As can be seen in Figure 4(a), the accuracy of the LS-SVM model in the training phase is better than in the test phase. Figure 4(b) shows obviously that the error in the prediction of DL in the test phase of the model is greater than in the training phase. Figure 5 shows the best results for the LS-SVM model in 10 consecutive runs of the model for G2-116 datasets.
(a) Measured and predicted values of DL, (b) Errors in prediction, and (c) Distribution of errors of LS-SVM model for prediction of DL in G2-116 datasets.
(a) Measured and predicted values of DL, (b) Errors in prediction, and (c) Distribution of errors of LS-SVM model for prediction of DL in G2-116 datasets.
As can be seen in Figure 5(a), based on the values of RMSE and R2, the accuracy of the model in the training phase is better than in the testing phase; however, the value of R2 in G2-116 datasets in the testing stage is higher than that of the G1-65 datasets. Figure 5(b) shows that errors in the prediction of DL are similar in train and test phases (G2-116 datasets). Furthermore, the best results of the LS-SVM model in 10 consecutive runs for G3-188 datasets are shown in Figure 6.

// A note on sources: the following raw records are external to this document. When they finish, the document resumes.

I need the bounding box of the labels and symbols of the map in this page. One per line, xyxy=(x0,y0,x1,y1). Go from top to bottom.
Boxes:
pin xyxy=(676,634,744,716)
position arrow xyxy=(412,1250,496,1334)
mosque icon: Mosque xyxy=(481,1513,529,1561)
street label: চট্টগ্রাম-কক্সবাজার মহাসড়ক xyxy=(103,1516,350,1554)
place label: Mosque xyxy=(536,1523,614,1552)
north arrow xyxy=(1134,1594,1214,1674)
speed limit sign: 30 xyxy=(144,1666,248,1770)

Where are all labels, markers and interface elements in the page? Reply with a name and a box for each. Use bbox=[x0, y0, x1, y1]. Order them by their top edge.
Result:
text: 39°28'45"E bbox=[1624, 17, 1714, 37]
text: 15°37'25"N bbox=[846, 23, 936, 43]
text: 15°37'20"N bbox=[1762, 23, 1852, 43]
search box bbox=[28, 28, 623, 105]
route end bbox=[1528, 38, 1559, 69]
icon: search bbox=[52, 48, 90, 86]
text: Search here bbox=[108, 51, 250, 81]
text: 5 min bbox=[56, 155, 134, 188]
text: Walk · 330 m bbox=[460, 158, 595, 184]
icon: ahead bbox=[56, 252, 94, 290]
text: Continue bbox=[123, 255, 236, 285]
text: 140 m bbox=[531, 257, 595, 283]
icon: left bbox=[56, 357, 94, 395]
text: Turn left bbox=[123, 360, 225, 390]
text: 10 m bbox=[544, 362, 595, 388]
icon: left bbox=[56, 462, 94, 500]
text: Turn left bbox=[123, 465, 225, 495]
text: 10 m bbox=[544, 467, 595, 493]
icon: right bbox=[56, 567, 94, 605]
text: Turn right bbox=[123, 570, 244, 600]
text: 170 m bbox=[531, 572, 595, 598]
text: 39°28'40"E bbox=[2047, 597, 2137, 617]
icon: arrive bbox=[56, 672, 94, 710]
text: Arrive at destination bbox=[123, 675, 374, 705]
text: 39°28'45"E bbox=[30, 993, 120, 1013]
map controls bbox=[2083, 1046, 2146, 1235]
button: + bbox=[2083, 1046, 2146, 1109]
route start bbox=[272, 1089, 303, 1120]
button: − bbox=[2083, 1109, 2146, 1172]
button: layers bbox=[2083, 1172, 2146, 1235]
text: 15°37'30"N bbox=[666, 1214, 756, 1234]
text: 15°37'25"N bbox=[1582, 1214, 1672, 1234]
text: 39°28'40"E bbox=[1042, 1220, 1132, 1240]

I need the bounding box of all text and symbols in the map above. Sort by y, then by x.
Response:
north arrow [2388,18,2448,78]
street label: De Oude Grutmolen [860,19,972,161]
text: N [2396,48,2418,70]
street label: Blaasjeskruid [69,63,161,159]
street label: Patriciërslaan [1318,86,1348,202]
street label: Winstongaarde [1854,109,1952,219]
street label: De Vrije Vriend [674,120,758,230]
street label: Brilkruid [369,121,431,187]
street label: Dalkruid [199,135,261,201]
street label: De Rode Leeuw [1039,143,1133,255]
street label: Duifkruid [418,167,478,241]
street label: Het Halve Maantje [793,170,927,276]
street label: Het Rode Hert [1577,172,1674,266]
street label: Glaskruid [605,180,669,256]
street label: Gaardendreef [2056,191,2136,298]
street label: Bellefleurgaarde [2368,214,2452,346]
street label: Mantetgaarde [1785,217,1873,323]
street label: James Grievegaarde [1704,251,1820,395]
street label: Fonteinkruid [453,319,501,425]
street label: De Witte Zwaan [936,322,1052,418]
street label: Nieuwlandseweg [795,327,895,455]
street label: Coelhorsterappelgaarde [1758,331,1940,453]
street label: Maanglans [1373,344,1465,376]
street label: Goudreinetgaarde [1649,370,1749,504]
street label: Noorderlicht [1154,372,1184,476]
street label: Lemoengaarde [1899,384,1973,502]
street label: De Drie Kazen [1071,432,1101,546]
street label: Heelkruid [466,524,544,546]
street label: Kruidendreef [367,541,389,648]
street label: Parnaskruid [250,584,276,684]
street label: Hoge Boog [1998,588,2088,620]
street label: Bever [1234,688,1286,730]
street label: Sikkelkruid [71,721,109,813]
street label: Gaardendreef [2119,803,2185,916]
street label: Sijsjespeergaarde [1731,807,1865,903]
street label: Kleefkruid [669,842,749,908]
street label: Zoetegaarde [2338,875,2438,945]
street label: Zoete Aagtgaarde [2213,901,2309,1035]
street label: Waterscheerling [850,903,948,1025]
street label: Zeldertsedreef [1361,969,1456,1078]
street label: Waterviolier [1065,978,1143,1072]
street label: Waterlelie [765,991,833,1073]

(a) Measured and predicted values of DL, (b) Errors in prediction, and (c) Distribution of errors of LS-SVM model for prediction of DL in G3-188 datasets. LDC, longitudinal dispersion coefficient.
(a) Measured and predicted values of DL, (b) Errors in prediction, and (c) Distribution of errors of LS-SVM model for prediction of DL in G3-188 datasets. LDC, longitudinal dispersion coefficient.
Figure 6(a) shows similar results to those in Figures 4(a) and 5(a). In general, as can be seen in Figures 4–6, the LS-SVM model has an appropriate performance in the prediction of longitudinal dispersion coefficient for all datasets. In addition, the results show that as the number of datasets increases, the value of the R2 increases, especially at the testing phase, so that the value of R2 increases from 0.46 in the G1-65 datasets to 0.81 in the G3-188 datasets.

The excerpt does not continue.